**THE TASK**. Every line of the listing must be repeated exactly.
:: STORED DATA
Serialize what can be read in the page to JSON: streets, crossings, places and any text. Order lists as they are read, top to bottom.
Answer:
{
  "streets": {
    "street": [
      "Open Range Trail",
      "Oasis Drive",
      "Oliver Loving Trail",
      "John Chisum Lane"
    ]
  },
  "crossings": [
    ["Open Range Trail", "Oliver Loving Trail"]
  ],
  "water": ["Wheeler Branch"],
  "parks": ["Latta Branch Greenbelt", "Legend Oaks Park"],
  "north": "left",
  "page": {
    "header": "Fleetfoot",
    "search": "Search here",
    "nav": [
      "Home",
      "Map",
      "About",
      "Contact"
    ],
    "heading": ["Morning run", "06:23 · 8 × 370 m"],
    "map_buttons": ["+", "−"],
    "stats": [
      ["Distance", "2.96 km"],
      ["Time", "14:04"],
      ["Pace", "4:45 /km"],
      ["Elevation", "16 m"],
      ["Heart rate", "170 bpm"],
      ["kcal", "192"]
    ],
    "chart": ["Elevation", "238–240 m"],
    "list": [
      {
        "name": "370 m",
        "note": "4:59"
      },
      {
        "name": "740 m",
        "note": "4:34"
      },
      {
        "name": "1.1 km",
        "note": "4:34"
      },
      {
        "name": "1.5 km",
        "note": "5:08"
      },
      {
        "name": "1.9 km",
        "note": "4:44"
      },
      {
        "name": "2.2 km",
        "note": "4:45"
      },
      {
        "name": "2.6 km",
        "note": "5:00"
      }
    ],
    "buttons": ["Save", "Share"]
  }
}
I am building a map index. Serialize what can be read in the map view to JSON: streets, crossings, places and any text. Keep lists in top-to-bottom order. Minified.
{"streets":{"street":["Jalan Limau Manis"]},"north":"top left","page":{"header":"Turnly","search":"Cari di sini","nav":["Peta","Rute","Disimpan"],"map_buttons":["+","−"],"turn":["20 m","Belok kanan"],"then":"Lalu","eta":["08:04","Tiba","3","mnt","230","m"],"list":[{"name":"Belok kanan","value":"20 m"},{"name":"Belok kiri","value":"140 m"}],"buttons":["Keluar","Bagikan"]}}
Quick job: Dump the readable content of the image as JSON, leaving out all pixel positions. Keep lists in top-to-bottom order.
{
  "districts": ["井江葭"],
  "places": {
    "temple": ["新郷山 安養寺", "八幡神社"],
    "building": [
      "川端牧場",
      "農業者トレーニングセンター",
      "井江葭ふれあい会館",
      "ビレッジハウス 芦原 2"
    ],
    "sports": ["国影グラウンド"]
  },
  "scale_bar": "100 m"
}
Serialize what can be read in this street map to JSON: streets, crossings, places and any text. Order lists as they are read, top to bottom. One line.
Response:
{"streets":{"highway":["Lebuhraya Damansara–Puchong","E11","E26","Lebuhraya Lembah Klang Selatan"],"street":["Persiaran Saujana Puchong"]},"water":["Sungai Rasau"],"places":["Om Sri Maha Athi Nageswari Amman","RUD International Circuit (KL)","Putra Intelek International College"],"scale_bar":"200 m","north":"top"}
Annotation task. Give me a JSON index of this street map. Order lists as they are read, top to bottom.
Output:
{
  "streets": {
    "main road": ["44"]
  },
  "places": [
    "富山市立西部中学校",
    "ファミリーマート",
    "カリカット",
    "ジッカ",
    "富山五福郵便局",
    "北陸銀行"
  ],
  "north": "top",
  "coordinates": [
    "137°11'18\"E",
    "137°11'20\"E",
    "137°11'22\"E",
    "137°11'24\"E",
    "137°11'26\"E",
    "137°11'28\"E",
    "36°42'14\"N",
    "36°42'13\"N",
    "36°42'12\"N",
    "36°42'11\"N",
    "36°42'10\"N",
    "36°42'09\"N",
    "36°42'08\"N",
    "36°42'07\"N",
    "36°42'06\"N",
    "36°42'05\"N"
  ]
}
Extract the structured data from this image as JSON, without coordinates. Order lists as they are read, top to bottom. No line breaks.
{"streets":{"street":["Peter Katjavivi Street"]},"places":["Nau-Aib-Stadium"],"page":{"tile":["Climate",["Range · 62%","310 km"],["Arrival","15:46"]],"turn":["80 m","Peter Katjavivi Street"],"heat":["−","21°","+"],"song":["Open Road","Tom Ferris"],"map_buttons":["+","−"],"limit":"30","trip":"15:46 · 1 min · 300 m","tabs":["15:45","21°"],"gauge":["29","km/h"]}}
::::
**TASK RESPONSE**.
Serialize what can be read in the page to JSON: streets, crossings, places and any text. Order lists as they are read, top to bottom.
Answer:
{
  "streets": {
    "street": [
      "Open Range Trail",
      "Oasis Drive",
      "Oliver Loving Trail",
      "John Chisum Lane"
    ]
  },
  "crossings": [
    ["Open Range Trail", "Oliver Loving Trail"]
  ],
  "water": ["Wheeler Branch"],
  "parks": ["Latta Branch Greenbelt", "Legend Oaks Park"],
  "north": "left",
  "page": {
    "header": "Fleetfoot",
    "search": "Search here",
    "nav": [
      "Home",
      "Map",
      "About",
      "Contact"
    ],
    "heading": ["Morning run", "06:23 · 8 × 370 m"],
    "map_buttons": ["+", "−"],
    "stats": [
      ["Distance", "2.96 km"],
      ["Time", "14:04"],
      ["Pace", "4:45 /km"],
      ["Elevation", "16 m"],
      ["Heart rate", "170 bpm"],
      ["kcal", "192"]
    ],
    "chart": ["Elevation", "238–240 m"],
    "list": [
      {
        "name": "370 m",
        "note": "4:59"
      },
      {
        "name": "740 m",
        "note": "4:34"
      },
      {
        "name": "1.1 km",
        "note": "4:34"
      },
      {
        "name": "1.5 km",
        "note": "5:08"
      },
      {
        "name": "1.9 km",
        "note": "4:44"
      },
      {
        "name": "2.2 km",
        "note": "4:45"
      },
      {
        "name": "2.6 km",
        "note": "5:00"
      }
    ],
    "buttons": ["Save", "Share"]
  }
}
I am building a map index. Serialize what can be read in the map view to JSON: streets, crossings, places and any text. Keep lists in top-to-bottom order. Minified.
{"streets":{"street":["Jalan Limau Manis"]},"north":"top left","page":{"header":"Turnly","search":"Cari di sini","nav":["Peta","Rute","Disimpan"],"map_buttons":["+","−"],"turn":["20 m","Belok kanan"],"then":"Lalu","eta":["08:04","Tiba","3","mnt","230","m"],"list":[{"name":"Belok kanan","value":"20 m"},{"name":"Belok kiri","value":"140 m"}],"buttons":["Keluar","Bagikan"]}}
Quick job: Dump the readable content of the image as JSON, leaving out all pixel positions. Keep lists in top-to-bottom order.
{
  "districts": ["井江葭"],
  "places": {
    "temple": ["新郷山 安養寺", "八幡神社"],
    "building": [
      "川端牧場",
      "農業者トレーニングセンター",
      "井江葭ふれあい会館",
      "ビレッジハウス 芦原 2"
    ],
    "sports": ["国影グラウンド"]
  },
  "scale_bar": "100 m"
}
Serialize what can be read in this street map to JSON: streets, crossings, places and any text. Order lists as they are read, top to bottom. One line.
Response:
{"streets":{"highway":["Lebuhraya Damansara–Puchong","E11","E26","Lebuhraya Lembah Klang Selatan"],"street":["Persiaran Saujana Puchong"]},"water":["Sungai Rasau"],"places":["Om Sri Maha Athi Nageswari Amman","RUD International Circuit (KL)","Putra Intelek International College"],"scale_bar":"200 m","north":"top"}
Annotation task. Give me a JSON index of this street map. Order lists as they are read, top to bottom.
Output:
{
  "streets": {
    "main road": ["44"]
  },
  "places": [
    "富山市立西部中学校",
    "ファミリーマート",
    "カリカット",
    "ジッカ",
    "富山五福郵便局",
    "北陸銀行"
  ],
  "north": "top",
  "coordinates": [
    "137°11'18\"E",
    "137°11'20\"E",
    "137°11'22\"E",
    "137°11'24\"E",
    "137°11'26\"E",
    "137°11'28\"E",
    "36°42'14\"N",
    "36°42'13\"N",
    "36°42'12\"N",
    "36°42'11\"N",
    "36°42'10\"N",
    "36°42'09\"N",
    "36°42'08\"N",
    "36°42'07\"N",
    "36°42'06\"N",
    "36°42'05\"N"
  ]
}
Extract the structured data from this image as JSON, without coordinates. Order lists as they are read, top to bottom. No line breaks.
{"streets":{"street":["Peter Katjavivi Street"]},"places":["Nau-Aib-Stadium"],"page":{"tile":["Climate",["Range · 62%","310 km"],["Arrival","15:46"]],"turn":["80 m","Peter Katjavivi Street"],"heat":["−","21°","+"],"song":["Open Road","Tom Ferris"],"map_buttons":["+","−"],"limit":"30","trip":"15:46 · 1 min · 300 m","tabs":["15:45","21°"],"gauge":["29","km/h"]}}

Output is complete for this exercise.